Personally surveying five emerging adults who are People of Color and come from low socioeconomic status (SES), we noticed that none of them have received any kind of formal guidance in creating a résumé, CV, personal narrative, or Linkedin account. Some of their parents are first-generation immigrants who have occupations that do not call for a resume or Linkedin account. Therefore, under-resourced, emerging adults may not have as many professional contacts or as much career guidance in comparison to their wealthier peers. However, the need still exists, especially as jobs and internships are very important sources of income and career opportunities that enable social mobility. Professionalism, ranging from resumes to interview skills to appropriate attire, affect one’s ability to land a position and advance in a career. Karina Wang, a lecturer for a seminar regarding skills needed to succeed as an adult (Public Affairs 191A: Health Transitions for Emerging Adults), discussed the importance of presentation when applying for jobs. She mentioned that “adults know when they’re talking to young adults” and the way that one presents themselves to others has a huge impact on how these adults perceive an applicant. This is why it is imperative to have a workshop series to improve professional documents and interviewing skills that are often the first step in landing a job.

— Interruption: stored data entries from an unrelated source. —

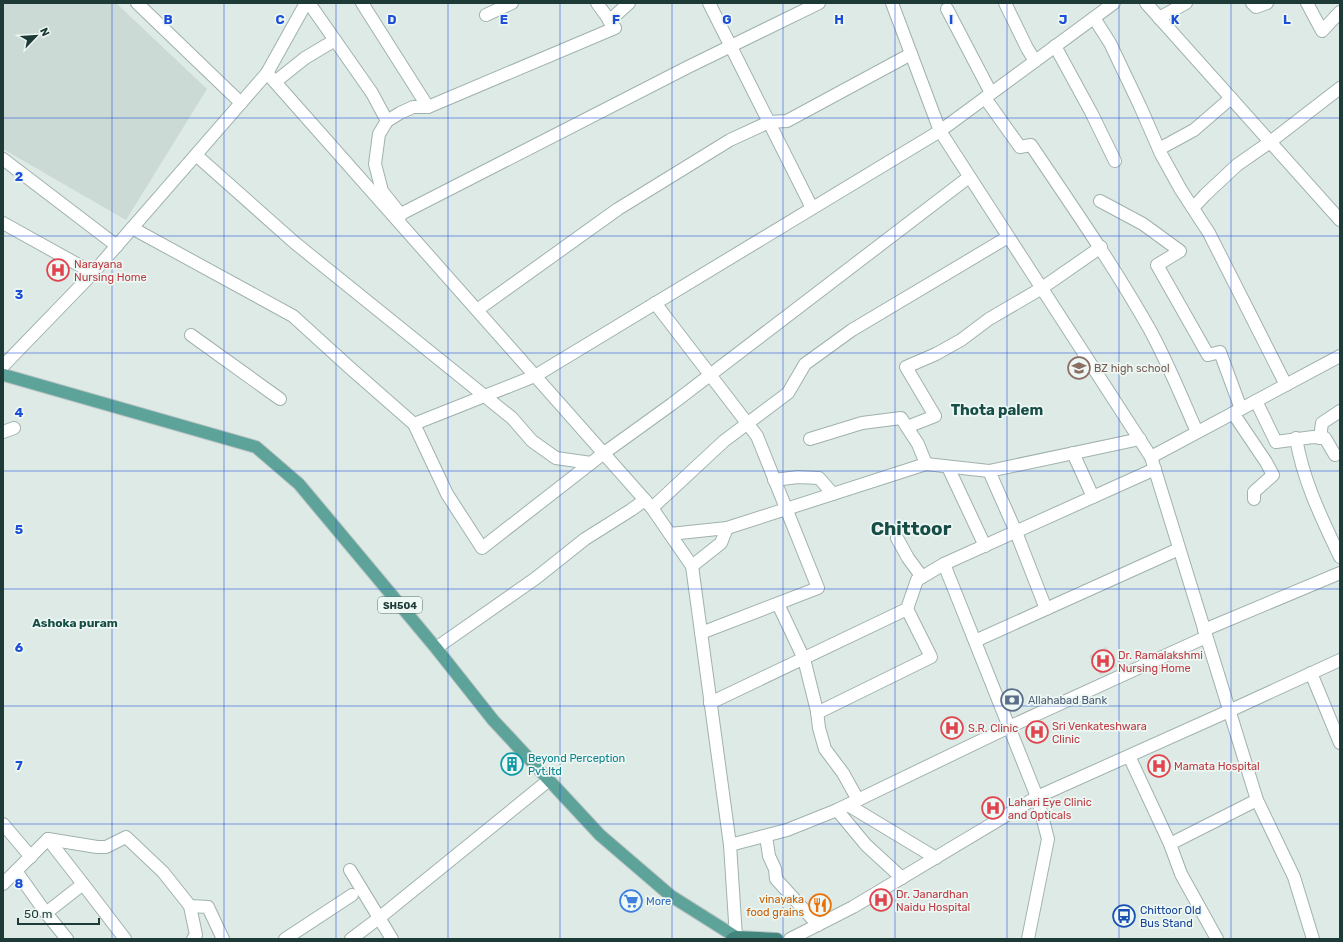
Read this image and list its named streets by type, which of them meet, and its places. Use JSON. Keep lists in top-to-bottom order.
{
  "streets": {
    "main road": ["SH504"]
  },
  "districts": ["Thota palem", "Chittoor", "Ashoka puram"],
  "places": {
    "hospital": [
      "Narayana Nursing Home",
      "Dr. Ramalakshmi Nursing Home",
      "S.R. Clinic",
      "Sri Venkateshwara Clinic",
      "Mamata Hospital",
      "Lahari Eye Clinic and Opticals",
      "Dr. Janardhan Naidu Hospital"
    ],
    "school or university": ["BZ high school"],
    "bank": ["Allahabad Bank"],
    "building": ["Beyond Perception Pvt.ltd"],
    "supermarket": ["More"],
    "restaurant": ["vinayaka food grains"],
    "bus stop": ["Chittoor Old Bus Stand"]
  },
  "scale_bar": "50 m",
  "north": "top right",
  "grid": {
    "columns": [
      "B",
      "C",
      "D",
      "E",
      "F",
      "G",
      "H",
      "I",
      "J",
      "K",
      "L"
    ],
    "rows": [
      "2",
      "3",
      "4",
      "5",
      "6",
      "7",
      "8"
    ]
  }
}
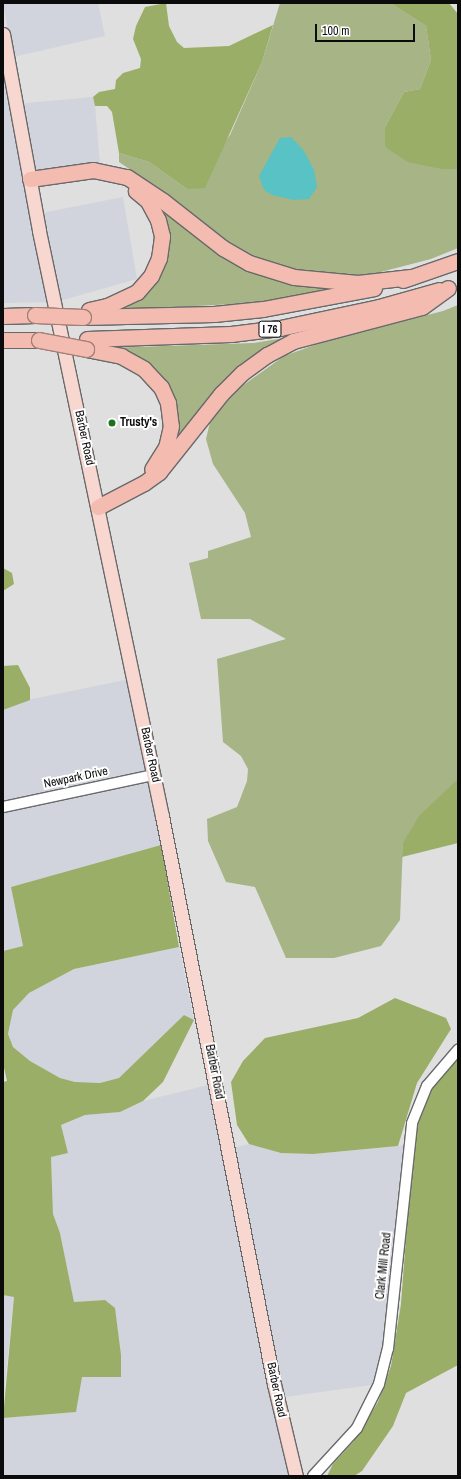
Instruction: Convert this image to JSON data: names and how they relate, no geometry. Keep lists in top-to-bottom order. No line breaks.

If under-resourced communities do not have the same opportunities to prepare them to present their experiences and strengths in the same way that their peers might, they are at a disadvantage when it comes to applying for jobs and internships. Gaining professional experience during college is essential for career development as well as working towards a better understanding of future goals and aspirations. All students should have the same opportunity to succeed in higher education, and it should not be biased based upon inherent access to resources or wealth.
The intended outcome of this workshop series would be to even the playing field for students in terms of applying to jobs, internships, and different types of positions. For students from under-resourced backgrounds, receiving personalized feedback on professional documents as well as tips and tricks about how to best interview is not always something that they have access to. However, with this program, we hope to close the gap in access to professional resources, so that all are able to be equally competitive in the job and internship market.
1 Wang, Karina. “Professionalism, Resume, Interview.” Public Affairs 191A: Public Affairs: Health Transitions for Emerging Adults. Lecture, December 12, 2020.
2 Wang, Karina. “Professionalism, Resume, Interview.” Public Affairs 191A: Public Affairs: Health Transitions for Emerging Adults. Lecture, December 12, 2020.